--- SUPPLIED ENTRIES ---

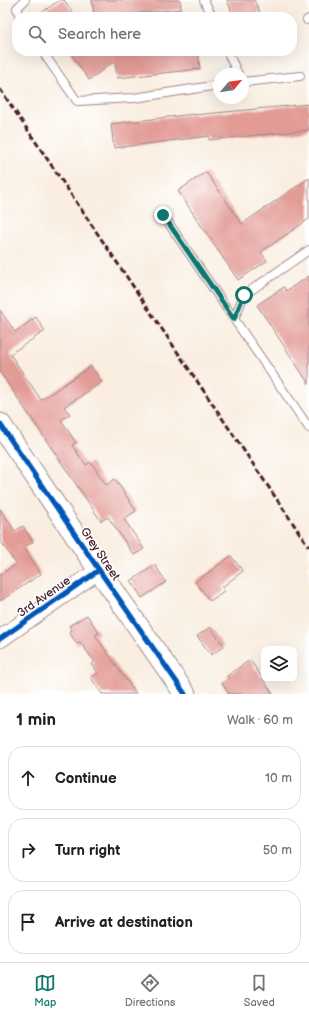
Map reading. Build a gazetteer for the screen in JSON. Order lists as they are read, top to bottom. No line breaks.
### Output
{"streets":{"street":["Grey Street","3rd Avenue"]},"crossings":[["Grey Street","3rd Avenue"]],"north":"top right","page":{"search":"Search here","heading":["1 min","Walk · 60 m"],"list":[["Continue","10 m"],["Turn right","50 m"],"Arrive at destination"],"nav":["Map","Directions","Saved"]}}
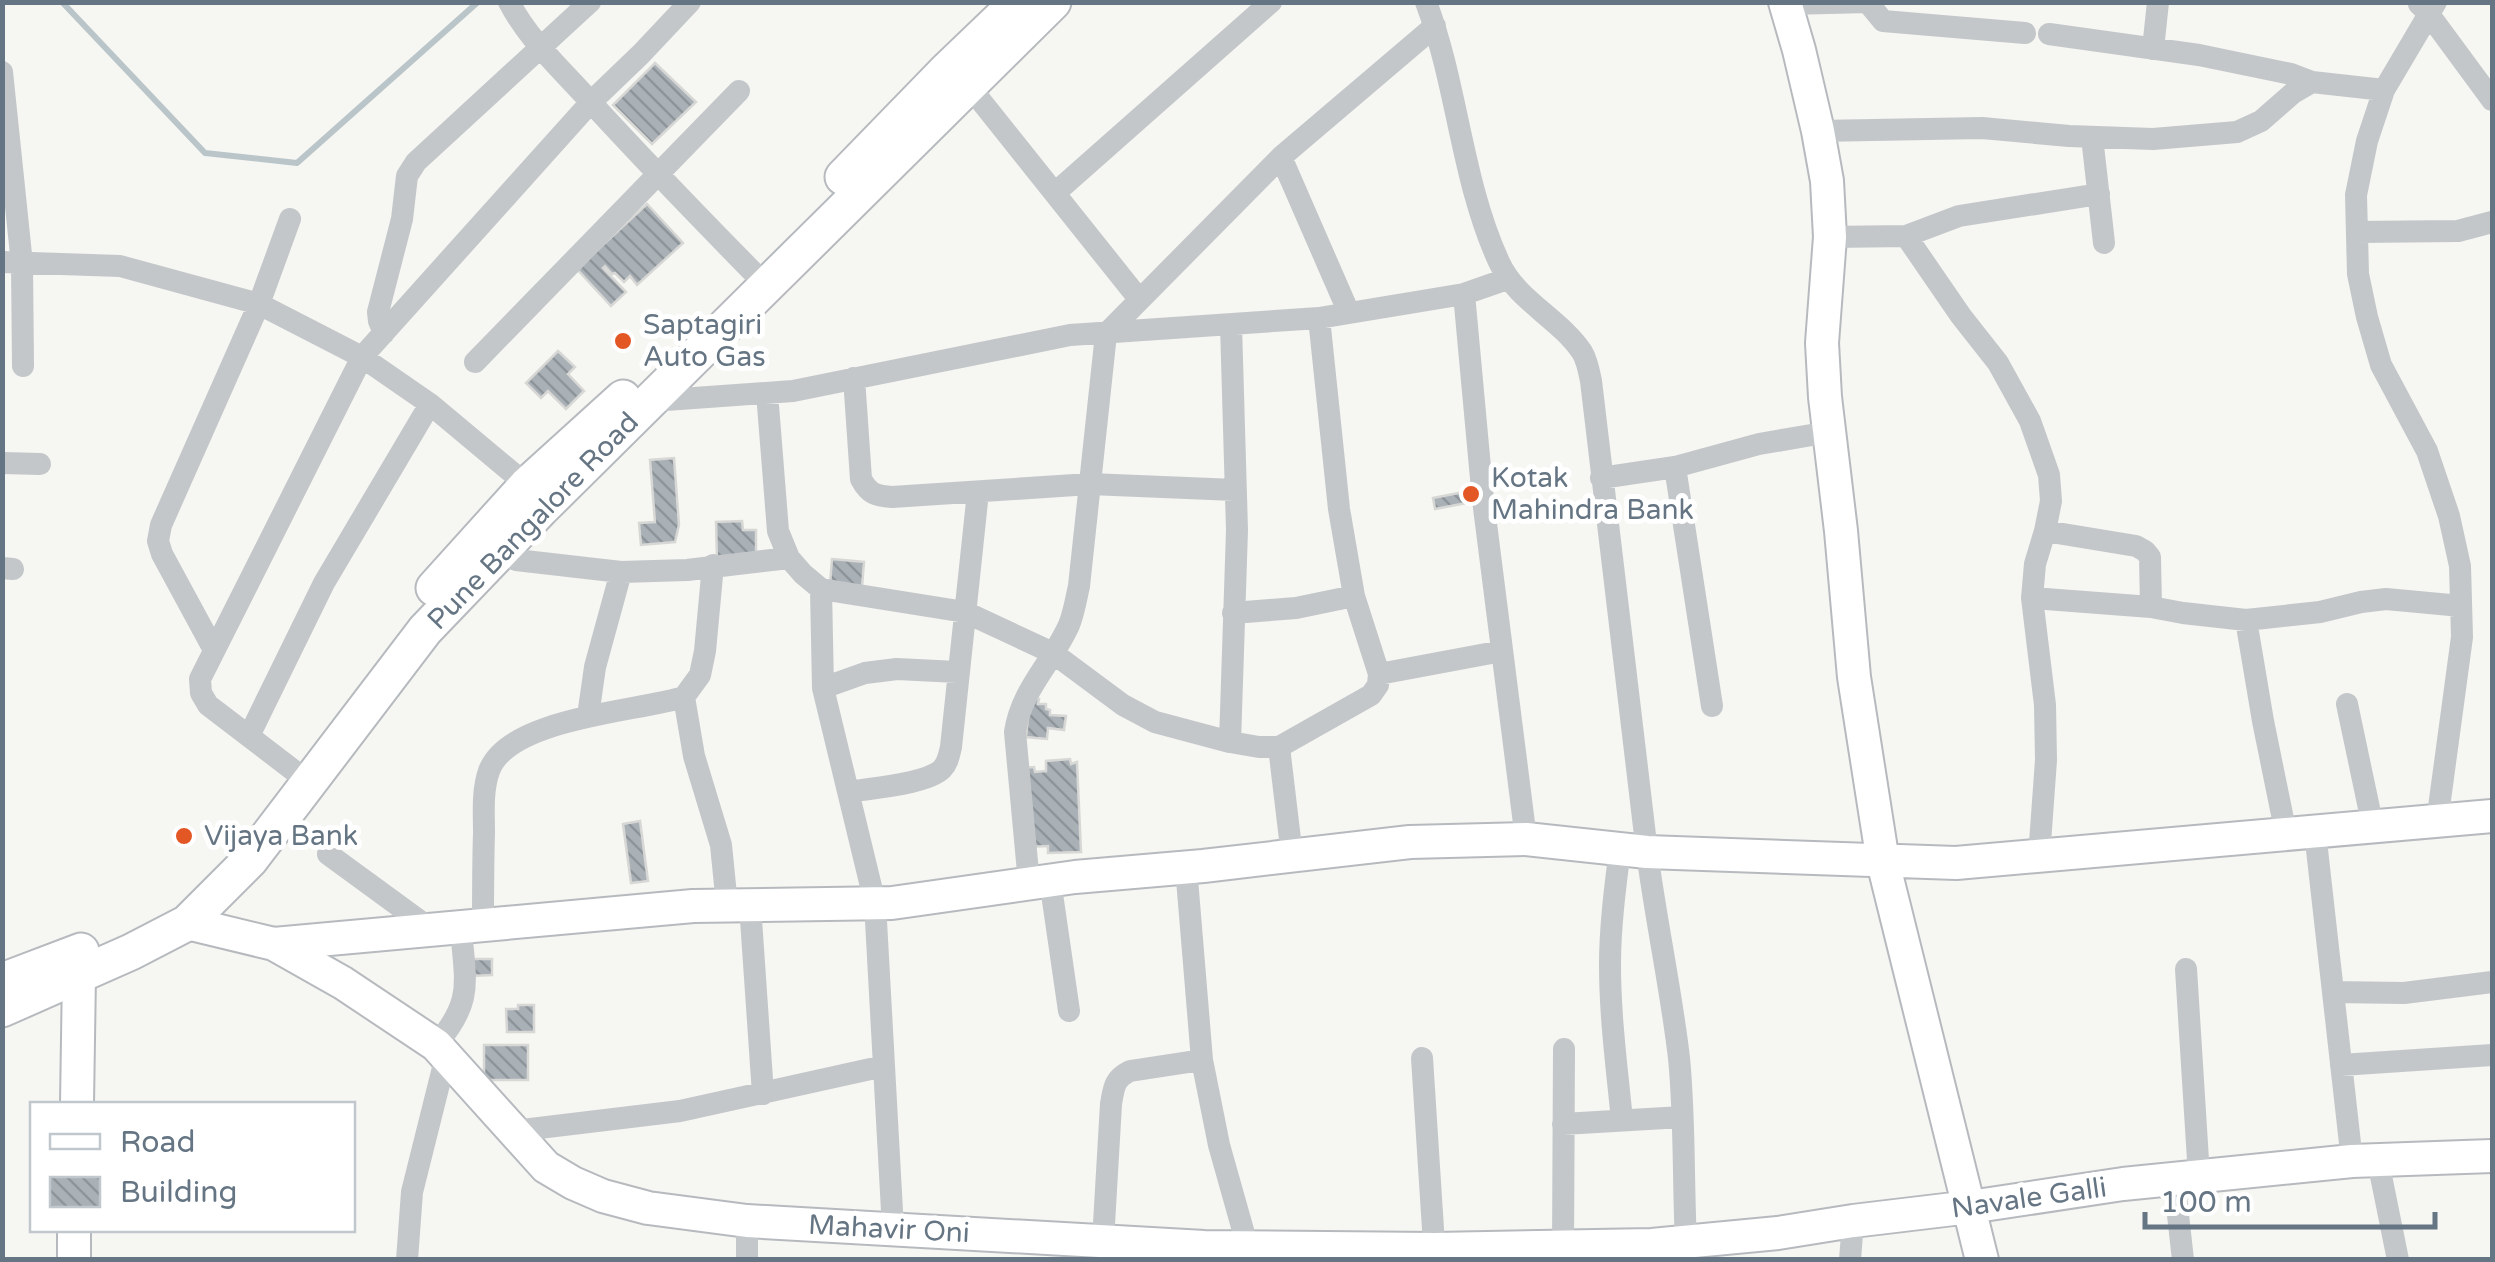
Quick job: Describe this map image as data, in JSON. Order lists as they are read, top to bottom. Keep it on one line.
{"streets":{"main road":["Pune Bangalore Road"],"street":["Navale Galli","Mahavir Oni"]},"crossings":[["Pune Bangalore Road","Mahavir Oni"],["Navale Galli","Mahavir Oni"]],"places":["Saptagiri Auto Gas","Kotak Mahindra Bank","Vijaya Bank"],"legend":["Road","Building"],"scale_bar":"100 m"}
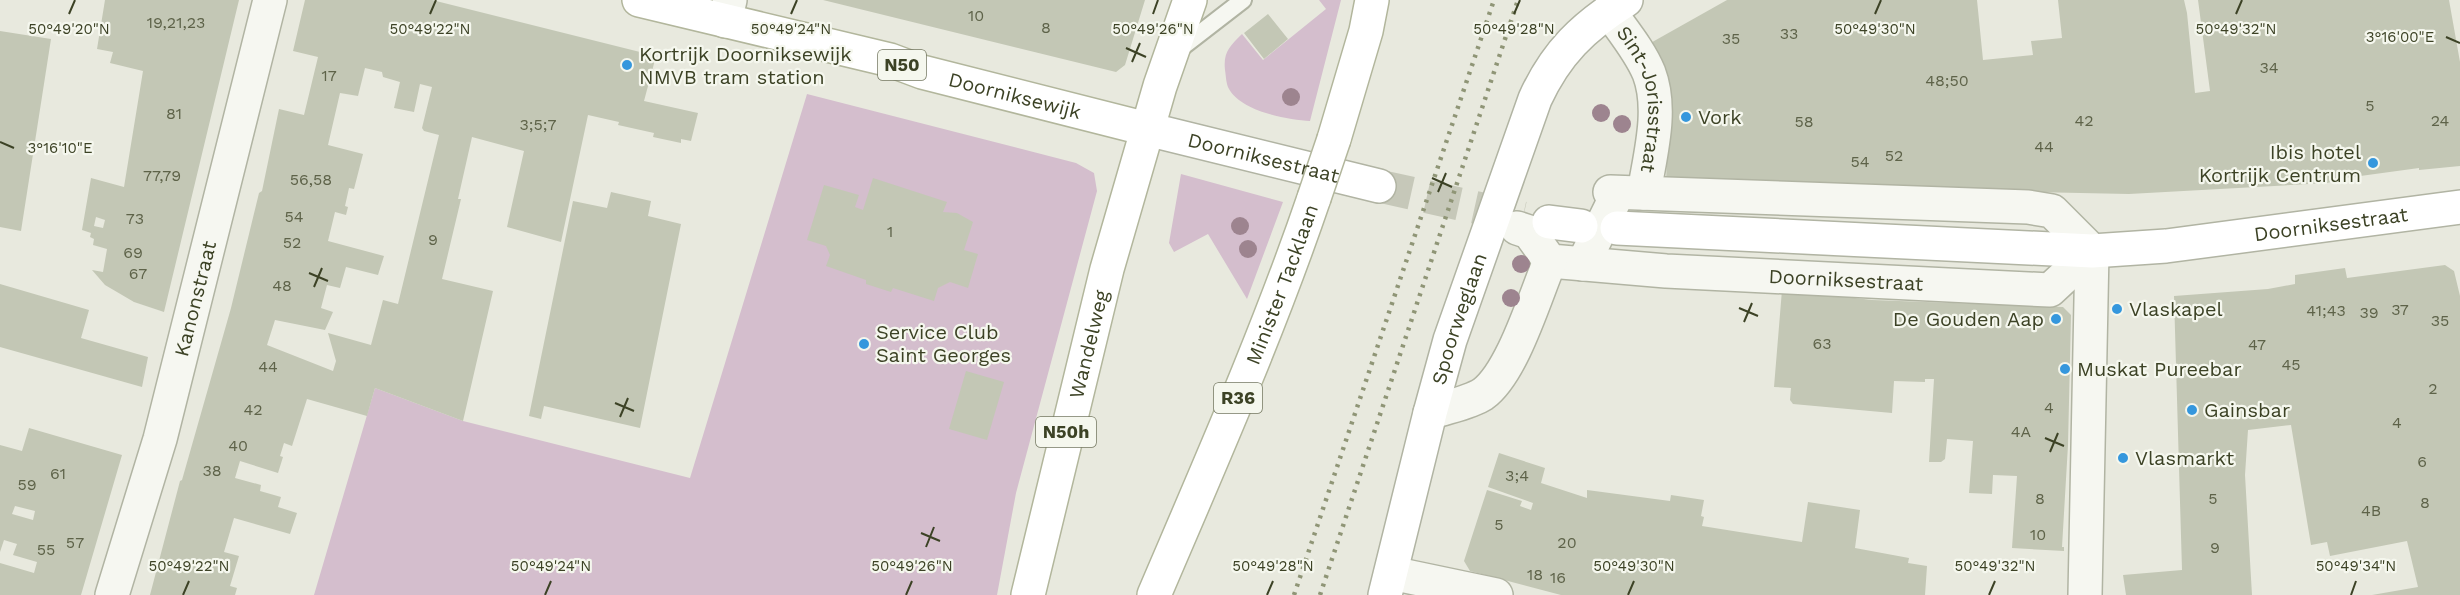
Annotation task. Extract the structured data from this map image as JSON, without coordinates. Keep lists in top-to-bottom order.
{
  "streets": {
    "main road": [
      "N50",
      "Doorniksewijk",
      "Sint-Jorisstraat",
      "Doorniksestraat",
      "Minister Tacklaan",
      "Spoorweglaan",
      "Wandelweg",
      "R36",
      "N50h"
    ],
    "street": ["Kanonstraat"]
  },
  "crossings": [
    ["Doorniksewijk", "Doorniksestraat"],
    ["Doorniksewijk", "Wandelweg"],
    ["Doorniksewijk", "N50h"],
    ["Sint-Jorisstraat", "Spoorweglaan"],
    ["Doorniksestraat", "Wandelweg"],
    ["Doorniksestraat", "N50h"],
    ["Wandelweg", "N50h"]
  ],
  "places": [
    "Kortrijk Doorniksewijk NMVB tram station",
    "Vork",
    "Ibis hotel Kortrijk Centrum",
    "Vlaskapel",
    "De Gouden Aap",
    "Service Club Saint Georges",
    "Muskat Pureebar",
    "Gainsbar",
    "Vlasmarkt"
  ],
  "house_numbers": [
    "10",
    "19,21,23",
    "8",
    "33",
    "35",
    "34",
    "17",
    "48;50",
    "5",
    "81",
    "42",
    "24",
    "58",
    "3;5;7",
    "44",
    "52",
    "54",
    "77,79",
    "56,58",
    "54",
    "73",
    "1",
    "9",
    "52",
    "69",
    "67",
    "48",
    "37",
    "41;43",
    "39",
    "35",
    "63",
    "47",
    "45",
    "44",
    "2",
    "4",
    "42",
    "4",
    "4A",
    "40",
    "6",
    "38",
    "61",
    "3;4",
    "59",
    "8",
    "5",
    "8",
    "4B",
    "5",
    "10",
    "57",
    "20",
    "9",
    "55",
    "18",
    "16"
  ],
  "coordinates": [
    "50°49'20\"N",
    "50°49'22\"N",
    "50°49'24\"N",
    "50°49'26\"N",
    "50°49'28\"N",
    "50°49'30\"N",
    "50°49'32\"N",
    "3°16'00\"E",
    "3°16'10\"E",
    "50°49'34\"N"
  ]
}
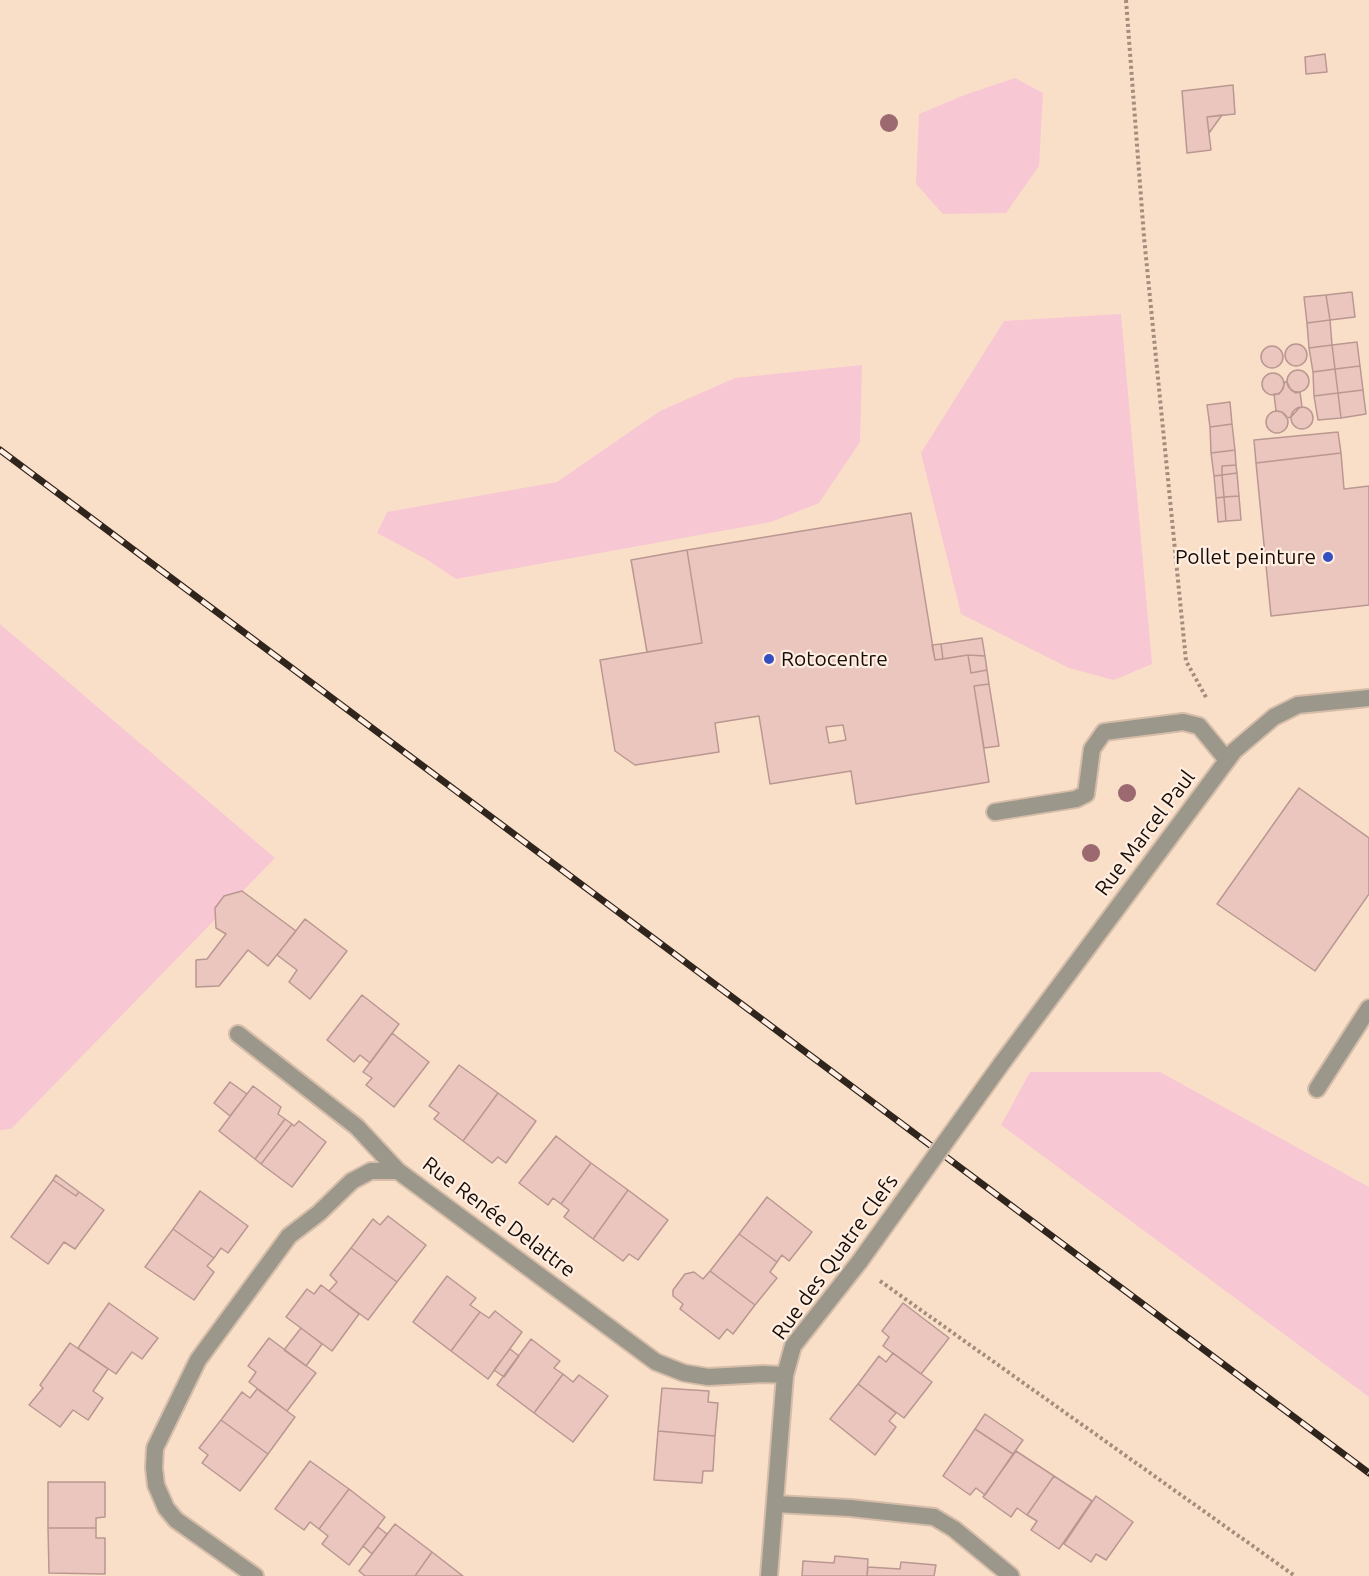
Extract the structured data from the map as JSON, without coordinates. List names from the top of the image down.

---

#### EXERCISE PROMPT:
Print the records verbatim, without pictures.

#### ANSWER SPACE:
Map reading. Build a gazetteer for the screen in JSON. Order lists as they are read, top to bottom. No line breaks.
### Output
{"streets":{"street":["Grey Street","3rd Avenue"]},"crossings":[["Grey Street","3rd Avenue"]],"north":"top right","page":{"search":"Search here","heading":["1 min","Walk · 60 m"],"list":[["Continue","10 m"],["Turn right","50 m"],"Arrive at destination"],"nav":["Map","Directions","Saved"]}}
Quick job: Describe this map image as data, in JSON. Order lists as they are read, top to bottom. Keep it on one line.
{"streets":{"main road":["Pune Bangalore Road"],"street":["Navale Galli","Mahavir Oni"]},"crossings":[["Pune Bangalore Road","Mahavir Oni"],["Navale Galli","Mahavir Oni"]],"places":["Saptagiri Auto Gas","Kotak Mahindra Bank","Vijaya Bank"],"legend":["Road","Building"],"scale_bar":"100 m"}
Annotation task. Extract the structured data from this map image as JSON, without coordinates. Keep lists in top-to-bottom order.
{
  "streets": {
    "main road": [
      "N50",
      "Doorniksewijk",
      "Sint-Jorisstraat",
      "Doorniksestraat",
      "Minister Tacklaan",
      "Spoorweglaan",
      "Wandelweg",
      "R36",
      "N50h"
    ],
    "street": ["Kanonstraat"]
  },
  "crossings": [
    ["Doorniksewijk", "Doorniksestraat"],
    ["Doorniksewijk", "Wandelweg"],
    ["Doorniksewijk", "N50h"],
    ["Sint-Jorisstraat", "Spoorweglaan"],
    ["Doorniksestraat", "Wandelweg"],
    ["Doorniksestraat", "N50h"],
    ["Wandelweg", "N50h"]
  ],
  "places": [
    "Kortrijk Doorniksewijk NMVB tram station",
    "Vork",
    "Ibis hotel Kortrijk Centrum",
    "Vlaskapel",
    "De Gouden Aap",
    "Service Club Saint Georges",
    "Muskat Pureebar",
    "Gainsbar",
    "Vlasmarkt"
  ],
  "house_numbers": [
    "10",
    "19,21,23",
    "8",
    "33",
    "35",
    "34",
    "17",
    "48;50",
    "5",
    "81",
    "42",
    "24",
    "58",
    "3;5;7",
    "44",
    "52",
    "54",
    "77,79",
    "56,58",
    "54",
    "73",
    "1",
    "9",
    "52",
    "69",
    "67",
    "48",
    "37",
    "41;43",
    "39",
    "35",
    "63",
    "47",
    "45",
    "44",
    "2",
    "4",
    "42",
    "4",
    "4A",
    "40",
    "6",
    "38",
    "61",
    "3;4",
    "59",
    "8",
    "5",
    "8",
    "4B",
    "5",
    "10",
    "57",
    "20",
    "9",
    "55",
    "18",
    "16"
  ],
  "coordinates": [
    "50°49'20\"N",
    "50°49'22\"N",
    "50°49'24\"N",
    "50°49'26\"N",
    "50°49'28\"N",
    "50°49'30\"N",
    "50°49'32\"N",
    "3°16'00\"E",
    "3°16'10\"E",
    "50°49'34\"N"
  ]
}
Extract the structured data from the map as JSON, without coordinates. List names from the top of the image down.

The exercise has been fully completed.